In the entries below, find every line holding the string "Parkway" and collect it.

(Beginning of DATA FOR THIS TASK)

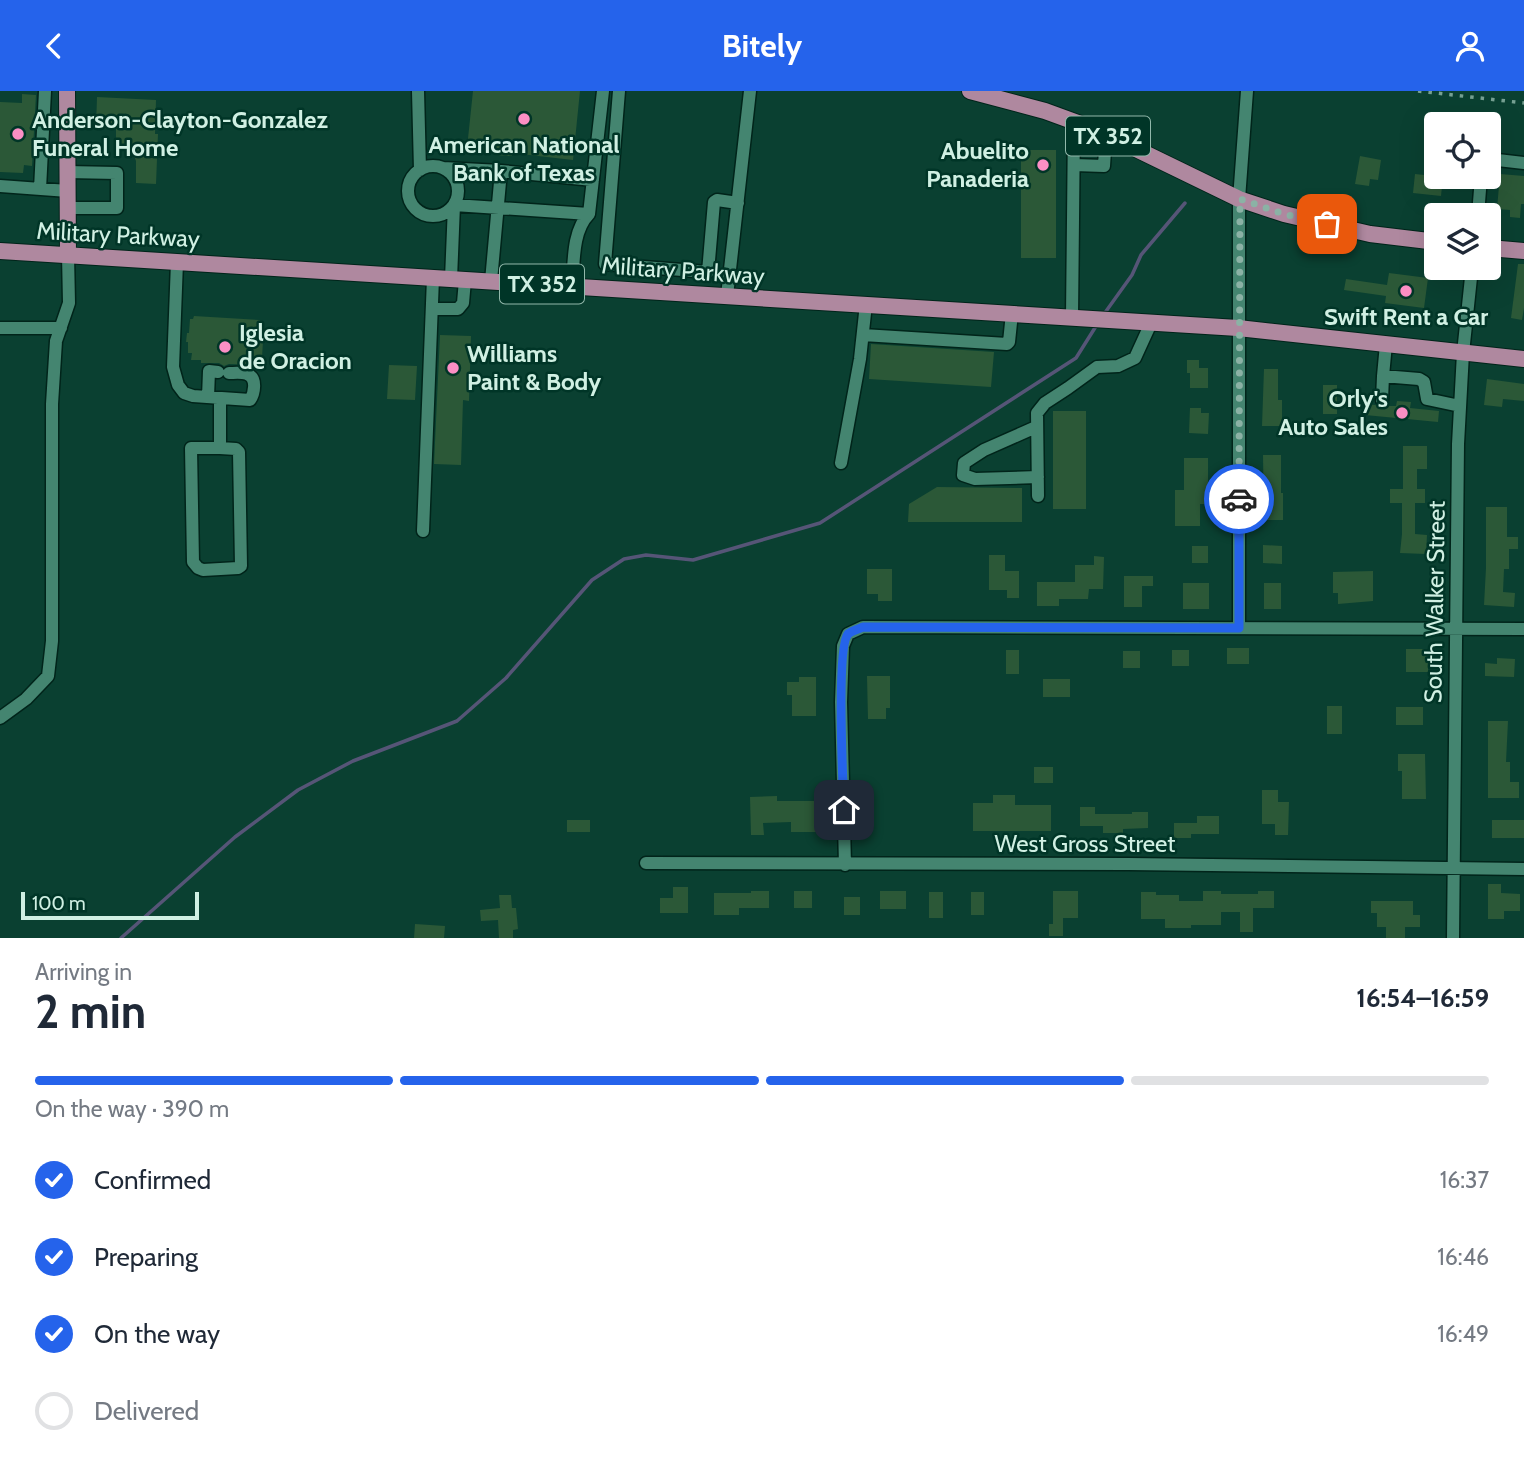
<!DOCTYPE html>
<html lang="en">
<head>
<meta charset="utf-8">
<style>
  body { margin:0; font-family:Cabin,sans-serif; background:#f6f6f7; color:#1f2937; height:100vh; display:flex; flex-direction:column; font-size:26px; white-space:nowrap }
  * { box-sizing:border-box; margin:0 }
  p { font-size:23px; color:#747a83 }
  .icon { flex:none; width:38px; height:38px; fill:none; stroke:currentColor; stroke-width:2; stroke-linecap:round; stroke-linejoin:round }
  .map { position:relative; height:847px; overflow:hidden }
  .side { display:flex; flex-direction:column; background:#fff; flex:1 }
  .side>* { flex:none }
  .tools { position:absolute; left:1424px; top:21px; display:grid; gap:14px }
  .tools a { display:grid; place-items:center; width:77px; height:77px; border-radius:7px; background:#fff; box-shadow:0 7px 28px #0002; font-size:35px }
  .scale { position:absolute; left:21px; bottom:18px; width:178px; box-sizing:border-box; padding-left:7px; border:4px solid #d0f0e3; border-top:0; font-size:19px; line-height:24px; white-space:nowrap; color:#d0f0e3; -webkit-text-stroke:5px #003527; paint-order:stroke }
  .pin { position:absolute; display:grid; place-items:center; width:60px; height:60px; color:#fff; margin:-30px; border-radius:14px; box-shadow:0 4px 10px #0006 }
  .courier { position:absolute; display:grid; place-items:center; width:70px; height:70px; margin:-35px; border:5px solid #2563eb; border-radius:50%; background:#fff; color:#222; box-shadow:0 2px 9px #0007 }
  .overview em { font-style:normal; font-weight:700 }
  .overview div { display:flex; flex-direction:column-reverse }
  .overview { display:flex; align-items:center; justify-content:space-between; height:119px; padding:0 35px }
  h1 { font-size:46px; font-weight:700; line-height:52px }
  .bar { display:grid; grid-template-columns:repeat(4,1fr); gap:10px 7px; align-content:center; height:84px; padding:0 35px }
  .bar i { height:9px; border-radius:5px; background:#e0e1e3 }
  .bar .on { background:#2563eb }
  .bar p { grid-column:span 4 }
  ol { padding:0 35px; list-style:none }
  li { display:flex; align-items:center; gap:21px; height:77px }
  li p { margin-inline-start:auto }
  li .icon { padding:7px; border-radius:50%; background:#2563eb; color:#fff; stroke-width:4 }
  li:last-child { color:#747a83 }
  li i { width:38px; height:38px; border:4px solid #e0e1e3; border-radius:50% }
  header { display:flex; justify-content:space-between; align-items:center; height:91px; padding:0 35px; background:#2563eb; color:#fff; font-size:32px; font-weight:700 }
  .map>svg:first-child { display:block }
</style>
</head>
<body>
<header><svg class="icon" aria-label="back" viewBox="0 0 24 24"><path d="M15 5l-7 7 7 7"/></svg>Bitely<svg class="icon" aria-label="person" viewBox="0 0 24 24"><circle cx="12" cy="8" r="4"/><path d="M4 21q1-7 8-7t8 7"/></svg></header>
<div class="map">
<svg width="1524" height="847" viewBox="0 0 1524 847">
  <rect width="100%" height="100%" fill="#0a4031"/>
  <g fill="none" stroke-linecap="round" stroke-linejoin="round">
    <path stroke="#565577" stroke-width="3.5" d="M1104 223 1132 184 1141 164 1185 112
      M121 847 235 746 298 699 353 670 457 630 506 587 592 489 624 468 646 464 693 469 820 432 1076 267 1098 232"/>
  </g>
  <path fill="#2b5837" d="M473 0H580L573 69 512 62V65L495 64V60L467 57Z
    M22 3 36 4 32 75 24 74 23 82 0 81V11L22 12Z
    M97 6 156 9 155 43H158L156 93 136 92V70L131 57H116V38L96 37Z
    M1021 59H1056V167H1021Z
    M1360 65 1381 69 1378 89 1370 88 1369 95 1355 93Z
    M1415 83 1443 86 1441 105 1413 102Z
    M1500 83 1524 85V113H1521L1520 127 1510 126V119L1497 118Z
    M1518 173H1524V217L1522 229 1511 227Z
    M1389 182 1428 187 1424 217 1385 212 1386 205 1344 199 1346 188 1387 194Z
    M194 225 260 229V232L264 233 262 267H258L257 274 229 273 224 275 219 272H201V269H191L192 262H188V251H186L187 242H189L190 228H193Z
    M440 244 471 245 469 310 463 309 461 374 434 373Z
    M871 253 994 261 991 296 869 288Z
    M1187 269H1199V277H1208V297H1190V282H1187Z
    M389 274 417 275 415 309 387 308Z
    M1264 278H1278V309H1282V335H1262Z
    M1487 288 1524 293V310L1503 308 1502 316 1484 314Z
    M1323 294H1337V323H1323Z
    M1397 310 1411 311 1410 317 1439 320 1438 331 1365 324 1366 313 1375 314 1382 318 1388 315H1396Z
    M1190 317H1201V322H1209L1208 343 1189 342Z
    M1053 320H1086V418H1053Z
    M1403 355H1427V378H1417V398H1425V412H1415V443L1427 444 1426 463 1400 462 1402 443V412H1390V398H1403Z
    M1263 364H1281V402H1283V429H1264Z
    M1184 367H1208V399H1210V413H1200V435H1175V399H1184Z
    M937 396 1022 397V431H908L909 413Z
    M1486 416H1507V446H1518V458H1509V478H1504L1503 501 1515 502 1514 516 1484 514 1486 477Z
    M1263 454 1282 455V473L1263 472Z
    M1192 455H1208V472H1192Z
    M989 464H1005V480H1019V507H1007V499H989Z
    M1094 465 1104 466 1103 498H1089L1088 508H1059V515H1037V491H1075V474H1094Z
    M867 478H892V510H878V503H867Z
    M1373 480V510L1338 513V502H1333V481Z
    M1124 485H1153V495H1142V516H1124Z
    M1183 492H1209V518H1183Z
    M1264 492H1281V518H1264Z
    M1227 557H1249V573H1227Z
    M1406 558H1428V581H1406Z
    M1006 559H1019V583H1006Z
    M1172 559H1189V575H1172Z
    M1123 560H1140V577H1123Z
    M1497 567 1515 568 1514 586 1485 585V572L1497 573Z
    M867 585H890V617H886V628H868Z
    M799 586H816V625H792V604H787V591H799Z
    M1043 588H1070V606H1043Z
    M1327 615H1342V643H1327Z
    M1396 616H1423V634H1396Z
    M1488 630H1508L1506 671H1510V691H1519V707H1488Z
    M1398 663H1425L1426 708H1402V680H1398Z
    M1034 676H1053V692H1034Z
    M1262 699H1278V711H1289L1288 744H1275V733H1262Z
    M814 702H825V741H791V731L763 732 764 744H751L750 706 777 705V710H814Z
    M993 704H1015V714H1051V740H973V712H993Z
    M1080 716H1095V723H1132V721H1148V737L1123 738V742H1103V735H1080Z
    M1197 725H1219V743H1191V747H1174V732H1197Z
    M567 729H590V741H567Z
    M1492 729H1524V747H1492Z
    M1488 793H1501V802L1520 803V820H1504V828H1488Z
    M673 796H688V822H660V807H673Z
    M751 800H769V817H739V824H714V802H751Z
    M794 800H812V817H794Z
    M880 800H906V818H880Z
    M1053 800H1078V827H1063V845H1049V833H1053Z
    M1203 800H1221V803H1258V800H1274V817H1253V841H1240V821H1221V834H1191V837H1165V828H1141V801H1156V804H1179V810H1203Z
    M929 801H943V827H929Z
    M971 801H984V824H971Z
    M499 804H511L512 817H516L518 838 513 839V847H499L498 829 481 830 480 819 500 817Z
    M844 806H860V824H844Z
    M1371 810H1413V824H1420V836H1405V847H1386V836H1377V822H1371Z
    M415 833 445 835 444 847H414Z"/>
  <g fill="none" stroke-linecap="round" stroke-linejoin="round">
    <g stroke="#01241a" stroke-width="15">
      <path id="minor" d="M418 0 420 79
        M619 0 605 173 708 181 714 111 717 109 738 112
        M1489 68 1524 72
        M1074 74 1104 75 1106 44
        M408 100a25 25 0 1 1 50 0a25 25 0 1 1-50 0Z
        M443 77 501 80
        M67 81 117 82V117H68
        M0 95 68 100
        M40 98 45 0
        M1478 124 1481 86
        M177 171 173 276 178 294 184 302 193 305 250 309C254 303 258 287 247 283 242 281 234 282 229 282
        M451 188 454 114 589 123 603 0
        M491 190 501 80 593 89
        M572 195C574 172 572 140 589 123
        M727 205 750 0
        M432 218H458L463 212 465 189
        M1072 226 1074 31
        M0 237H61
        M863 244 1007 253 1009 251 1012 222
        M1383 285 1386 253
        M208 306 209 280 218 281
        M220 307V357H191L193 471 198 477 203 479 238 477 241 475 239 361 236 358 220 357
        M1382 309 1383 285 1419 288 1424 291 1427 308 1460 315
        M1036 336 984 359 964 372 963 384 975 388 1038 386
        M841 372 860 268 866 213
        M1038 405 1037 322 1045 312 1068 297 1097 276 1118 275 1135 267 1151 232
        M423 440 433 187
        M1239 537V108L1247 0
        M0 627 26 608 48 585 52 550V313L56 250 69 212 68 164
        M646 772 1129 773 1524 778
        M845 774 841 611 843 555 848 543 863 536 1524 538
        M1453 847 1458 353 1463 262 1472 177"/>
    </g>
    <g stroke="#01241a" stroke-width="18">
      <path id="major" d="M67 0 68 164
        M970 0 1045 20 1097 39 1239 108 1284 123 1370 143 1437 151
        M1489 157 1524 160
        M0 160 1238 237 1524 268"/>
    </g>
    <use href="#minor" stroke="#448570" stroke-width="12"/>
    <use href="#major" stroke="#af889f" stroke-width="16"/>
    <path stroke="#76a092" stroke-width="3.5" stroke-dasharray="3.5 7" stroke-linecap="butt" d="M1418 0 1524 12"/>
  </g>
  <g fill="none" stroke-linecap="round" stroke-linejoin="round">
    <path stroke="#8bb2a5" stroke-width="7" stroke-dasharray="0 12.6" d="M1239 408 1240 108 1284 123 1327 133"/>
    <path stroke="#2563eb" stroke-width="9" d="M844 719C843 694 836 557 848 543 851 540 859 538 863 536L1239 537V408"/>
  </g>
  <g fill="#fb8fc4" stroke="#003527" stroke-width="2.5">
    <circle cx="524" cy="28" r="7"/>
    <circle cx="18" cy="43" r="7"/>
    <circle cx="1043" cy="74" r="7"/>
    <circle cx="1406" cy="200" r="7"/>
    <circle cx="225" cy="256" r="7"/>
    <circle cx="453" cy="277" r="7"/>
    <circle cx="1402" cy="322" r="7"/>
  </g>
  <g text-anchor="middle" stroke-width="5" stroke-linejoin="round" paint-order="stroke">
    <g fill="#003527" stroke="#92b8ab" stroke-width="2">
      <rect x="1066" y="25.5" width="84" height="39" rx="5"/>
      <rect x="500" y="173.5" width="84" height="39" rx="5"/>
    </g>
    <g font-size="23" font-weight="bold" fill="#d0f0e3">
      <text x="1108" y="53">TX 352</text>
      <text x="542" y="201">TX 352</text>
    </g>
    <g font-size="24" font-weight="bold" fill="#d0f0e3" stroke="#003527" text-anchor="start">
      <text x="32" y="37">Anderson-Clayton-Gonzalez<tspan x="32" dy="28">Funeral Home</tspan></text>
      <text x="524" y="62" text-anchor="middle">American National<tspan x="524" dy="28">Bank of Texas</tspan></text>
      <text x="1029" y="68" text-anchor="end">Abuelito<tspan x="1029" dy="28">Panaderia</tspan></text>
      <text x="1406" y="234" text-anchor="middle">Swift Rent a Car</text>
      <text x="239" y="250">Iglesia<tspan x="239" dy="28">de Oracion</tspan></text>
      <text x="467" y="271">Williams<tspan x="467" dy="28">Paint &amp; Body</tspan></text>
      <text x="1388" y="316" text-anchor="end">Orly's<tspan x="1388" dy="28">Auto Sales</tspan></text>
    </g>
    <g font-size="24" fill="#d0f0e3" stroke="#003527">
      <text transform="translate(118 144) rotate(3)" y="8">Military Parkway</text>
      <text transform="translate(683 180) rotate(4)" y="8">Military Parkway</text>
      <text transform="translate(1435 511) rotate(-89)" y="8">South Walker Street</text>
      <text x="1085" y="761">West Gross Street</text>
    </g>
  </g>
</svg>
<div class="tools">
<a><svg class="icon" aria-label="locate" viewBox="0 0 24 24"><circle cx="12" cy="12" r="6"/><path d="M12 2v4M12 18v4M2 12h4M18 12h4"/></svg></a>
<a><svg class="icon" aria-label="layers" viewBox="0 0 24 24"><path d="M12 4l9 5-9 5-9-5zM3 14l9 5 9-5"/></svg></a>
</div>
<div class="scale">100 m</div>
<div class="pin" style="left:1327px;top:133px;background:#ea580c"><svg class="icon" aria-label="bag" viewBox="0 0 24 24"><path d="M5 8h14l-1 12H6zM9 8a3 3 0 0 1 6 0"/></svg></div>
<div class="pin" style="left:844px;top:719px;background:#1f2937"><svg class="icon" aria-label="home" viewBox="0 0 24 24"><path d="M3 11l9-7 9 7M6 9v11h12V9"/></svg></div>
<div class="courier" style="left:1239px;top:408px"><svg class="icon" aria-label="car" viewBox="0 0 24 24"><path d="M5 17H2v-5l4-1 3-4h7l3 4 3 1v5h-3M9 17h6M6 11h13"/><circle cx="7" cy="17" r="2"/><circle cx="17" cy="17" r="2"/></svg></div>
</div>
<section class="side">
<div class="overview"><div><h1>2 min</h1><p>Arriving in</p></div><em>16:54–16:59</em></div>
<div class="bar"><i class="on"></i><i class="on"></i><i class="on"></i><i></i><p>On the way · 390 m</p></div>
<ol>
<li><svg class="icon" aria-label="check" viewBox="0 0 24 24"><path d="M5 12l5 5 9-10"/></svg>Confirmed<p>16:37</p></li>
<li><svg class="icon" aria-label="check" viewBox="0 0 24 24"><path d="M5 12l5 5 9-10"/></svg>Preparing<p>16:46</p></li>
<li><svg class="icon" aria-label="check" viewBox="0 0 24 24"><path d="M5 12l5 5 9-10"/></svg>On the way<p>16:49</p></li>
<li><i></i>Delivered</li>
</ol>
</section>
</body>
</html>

(End of DATA FOR THIS TASK)

▸ RESPONSE FOR THIS EXERCISE
      <text transform="translate(118 144) rotate(3)" y="8">Military Parkway</text>
      <text transform="translate(683 180) rotate(4)" y="8">Military Parkway</text>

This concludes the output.